Rasulullah saw. kata Sayyid- setiap kali menghadapi persoalan, selalu segara melaksanakan shalat. (Sayyid Quthub, fii
zhilalil Quran, Bairut, Darusy syuruuq, 1985, vol. 1, h. 69)
Dalam hal ini tentu shalat yang dimaksud bukan sekedar shalat, melainkan shalat yang benar-benar ditegakkan secara
sempurna: memenuhi syarat dan rukunnya, lebih dari itu penuh dengan kekhusyukan. Karena hanya shalat yang
seperti inilah yang akan benar-benar memberikan ketenangan yang hakiki pada ruhani, dan benar- benar melahirkan
sikap moral yang tinggi, seperti yang dinyatakan dalam Alquran: dan dirikanlah shalat. Sesungguhnya shalat itu
mencegah dari (perbuatan-perbuatan) keji dan mungkar . (Al-Ankabut: 45)
Jelas, bahwa hanya shalat yang khusyu yang akan membimbing pelaksananya pada ketenangan dan kemuliaan
perilaku. Oleh sebab itu para ulama terdahulu selalu mengajarkan bagimana kita menegakkan shalat dengan penuh
kekhusyukan. Imam As-Samarqandi dalam bukunya tanbihul ghafiliin, menulis bab khusus dengan judul: Bab itmamush
shalaati wal khusyuu fiihaa (Bab menyempurkan dan khusyuk dalam shalat). Disebutkan dalam buku ini bahwa orang
yang sembahyang banyak, tetapi orang yang menegakkan shalat secara sempurna sedikit. (As Samarqandi, Tanbihul
ghafiliin, Bairut, Darul Kitab alAraby, 2002, h. 293)

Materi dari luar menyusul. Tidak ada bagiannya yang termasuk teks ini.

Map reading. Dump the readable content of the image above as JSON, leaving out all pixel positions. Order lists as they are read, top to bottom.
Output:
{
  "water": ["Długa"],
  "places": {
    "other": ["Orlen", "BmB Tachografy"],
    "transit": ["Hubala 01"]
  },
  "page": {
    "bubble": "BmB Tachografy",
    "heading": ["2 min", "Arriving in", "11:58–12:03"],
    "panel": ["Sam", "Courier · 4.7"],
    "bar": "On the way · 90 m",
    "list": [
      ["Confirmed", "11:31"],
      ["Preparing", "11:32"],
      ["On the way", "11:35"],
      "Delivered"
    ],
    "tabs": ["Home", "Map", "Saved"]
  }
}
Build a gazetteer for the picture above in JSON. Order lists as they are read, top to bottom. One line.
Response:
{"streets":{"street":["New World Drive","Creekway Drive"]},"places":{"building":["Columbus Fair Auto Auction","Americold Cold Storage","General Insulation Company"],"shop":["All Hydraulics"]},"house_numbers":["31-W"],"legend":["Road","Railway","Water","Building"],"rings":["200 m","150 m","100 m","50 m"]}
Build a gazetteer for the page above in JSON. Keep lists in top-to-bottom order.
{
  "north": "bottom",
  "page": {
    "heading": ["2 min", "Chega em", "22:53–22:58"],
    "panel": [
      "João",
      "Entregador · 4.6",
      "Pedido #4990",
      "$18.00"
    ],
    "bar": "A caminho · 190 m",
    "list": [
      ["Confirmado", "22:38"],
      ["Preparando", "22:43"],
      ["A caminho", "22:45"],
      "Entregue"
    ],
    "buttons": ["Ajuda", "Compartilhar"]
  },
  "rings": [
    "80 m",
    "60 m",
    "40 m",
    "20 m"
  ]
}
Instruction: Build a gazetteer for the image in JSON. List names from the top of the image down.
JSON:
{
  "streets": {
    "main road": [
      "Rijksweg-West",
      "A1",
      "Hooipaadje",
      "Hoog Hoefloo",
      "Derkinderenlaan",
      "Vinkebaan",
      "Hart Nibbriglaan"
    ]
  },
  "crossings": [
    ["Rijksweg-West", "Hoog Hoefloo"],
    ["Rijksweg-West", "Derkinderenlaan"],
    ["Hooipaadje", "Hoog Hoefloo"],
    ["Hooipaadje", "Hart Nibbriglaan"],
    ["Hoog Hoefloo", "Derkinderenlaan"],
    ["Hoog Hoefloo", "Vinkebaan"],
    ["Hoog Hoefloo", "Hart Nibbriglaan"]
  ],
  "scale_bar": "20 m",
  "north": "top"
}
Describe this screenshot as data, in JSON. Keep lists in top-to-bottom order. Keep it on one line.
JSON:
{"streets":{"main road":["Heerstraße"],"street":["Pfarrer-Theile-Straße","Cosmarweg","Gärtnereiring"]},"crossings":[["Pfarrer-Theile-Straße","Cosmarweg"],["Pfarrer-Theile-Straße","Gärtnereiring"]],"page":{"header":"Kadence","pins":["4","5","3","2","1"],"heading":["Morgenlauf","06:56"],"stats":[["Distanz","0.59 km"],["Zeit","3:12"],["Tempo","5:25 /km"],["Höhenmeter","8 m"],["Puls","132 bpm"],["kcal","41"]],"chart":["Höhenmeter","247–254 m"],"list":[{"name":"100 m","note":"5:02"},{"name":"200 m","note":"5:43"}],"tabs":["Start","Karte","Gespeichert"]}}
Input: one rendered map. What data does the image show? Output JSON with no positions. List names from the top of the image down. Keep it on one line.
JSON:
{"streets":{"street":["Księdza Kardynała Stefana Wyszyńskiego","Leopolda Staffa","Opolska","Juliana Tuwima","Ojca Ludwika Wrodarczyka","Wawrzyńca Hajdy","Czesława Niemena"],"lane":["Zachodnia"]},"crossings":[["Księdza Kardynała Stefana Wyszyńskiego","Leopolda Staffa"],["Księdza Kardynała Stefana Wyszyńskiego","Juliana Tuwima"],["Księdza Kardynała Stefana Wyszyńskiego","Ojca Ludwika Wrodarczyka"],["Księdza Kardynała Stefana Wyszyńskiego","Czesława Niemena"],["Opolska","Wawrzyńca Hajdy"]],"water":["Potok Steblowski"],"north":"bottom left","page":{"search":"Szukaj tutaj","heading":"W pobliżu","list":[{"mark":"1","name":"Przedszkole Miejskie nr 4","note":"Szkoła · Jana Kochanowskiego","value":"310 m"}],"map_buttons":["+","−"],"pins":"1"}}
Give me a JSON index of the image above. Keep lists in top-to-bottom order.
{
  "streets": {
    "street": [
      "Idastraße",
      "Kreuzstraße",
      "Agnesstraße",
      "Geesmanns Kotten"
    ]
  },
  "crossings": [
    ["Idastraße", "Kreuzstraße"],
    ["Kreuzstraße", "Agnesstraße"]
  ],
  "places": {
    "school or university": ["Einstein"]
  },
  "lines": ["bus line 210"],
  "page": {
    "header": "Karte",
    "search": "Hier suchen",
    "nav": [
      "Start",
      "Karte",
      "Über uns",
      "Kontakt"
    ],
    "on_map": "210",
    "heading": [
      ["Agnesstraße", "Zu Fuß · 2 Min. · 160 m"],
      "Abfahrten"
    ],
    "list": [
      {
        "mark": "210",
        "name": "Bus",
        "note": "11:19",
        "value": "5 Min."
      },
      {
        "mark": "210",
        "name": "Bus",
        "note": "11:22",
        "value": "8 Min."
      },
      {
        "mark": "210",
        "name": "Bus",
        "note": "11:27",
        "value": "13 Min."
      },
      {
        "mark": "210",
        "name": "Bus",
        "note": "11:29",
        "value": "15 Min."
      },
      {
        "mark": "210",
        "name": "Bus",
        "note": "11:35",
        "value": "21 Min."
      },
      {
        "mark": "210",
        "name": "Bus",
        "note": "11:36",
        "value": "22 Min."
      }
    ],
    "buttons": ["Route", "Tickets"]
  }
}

Imam As-Samarqandi benar. Kini kita menyaksikan orang-orang shalat di mana-mana. Tetapi, berapa dari mereka yang
benar-benar menikmati buah shalatnya, menjaga diri dari perbuatan keji, perzinaan, korupsi dan lain sebagainya yang
termasuk dalam kategori munkar.
Antara Ritual dan Spritual
Ketika Rasulullah saw. memerintahkan agar kita mengikuti shalat seperti yang beliau lakukan, itu maksudnya
mengikuti secara sempurna: ritual dan spiritual. Ritual artinya menegakkan secara benar syarat dan rukunnya, spiritual
artinya melaksanakannya dengan penuh keikhlsan, ketundukan dan kekhusyukan.
Kedua dimiensi itu adalah satu kesatuan tak terpisahkan. Satu dimensi hilang, maka shalat Anda tidak sempurna. Bila
Anda hanya mengutamakan yang spiritual saja, dengan mengabaikan yang ritual (seperti tidak mengkuti cara-cara
shalat Rasulluah secara benar, menambahkan atau mengurangi, atau meniggalkannya sema sekali) itu tidak sah.
Dengan bahasa lain, shalat yang ditambah dengan menerjemahkan setiap bacaannya ke dalam bahasa Indonesia, itu
bukan shalat yang dicontohkan Rasullah. Maka, itu tidak disebut shalat, apapun alasan dan tujuannya.
Sebaliknya, bila yang Anda utamakan hanya yang ritual saja dengan mengabaikan yang spiritual, boleh jadi shalat Anda
sah secara fikih. Tetapi, tidak akan membawa dampak apa-apa pada diri Anda. Karena yang Anda ambil hanya gerakan
shalatnya saja. Sementara ruhani shalat itu Anda campakkan begitu saja. Bahkan bila yang anda abaikan dari dimensi
spiritual shalat itu adalah keikhlasan, akibatnya fatal. Shalat Anda menjadi tidak bernilai apa-apa di sisi-
Nya. Naudzubillahi mindzaalika. Wallahu Alam bish shawab.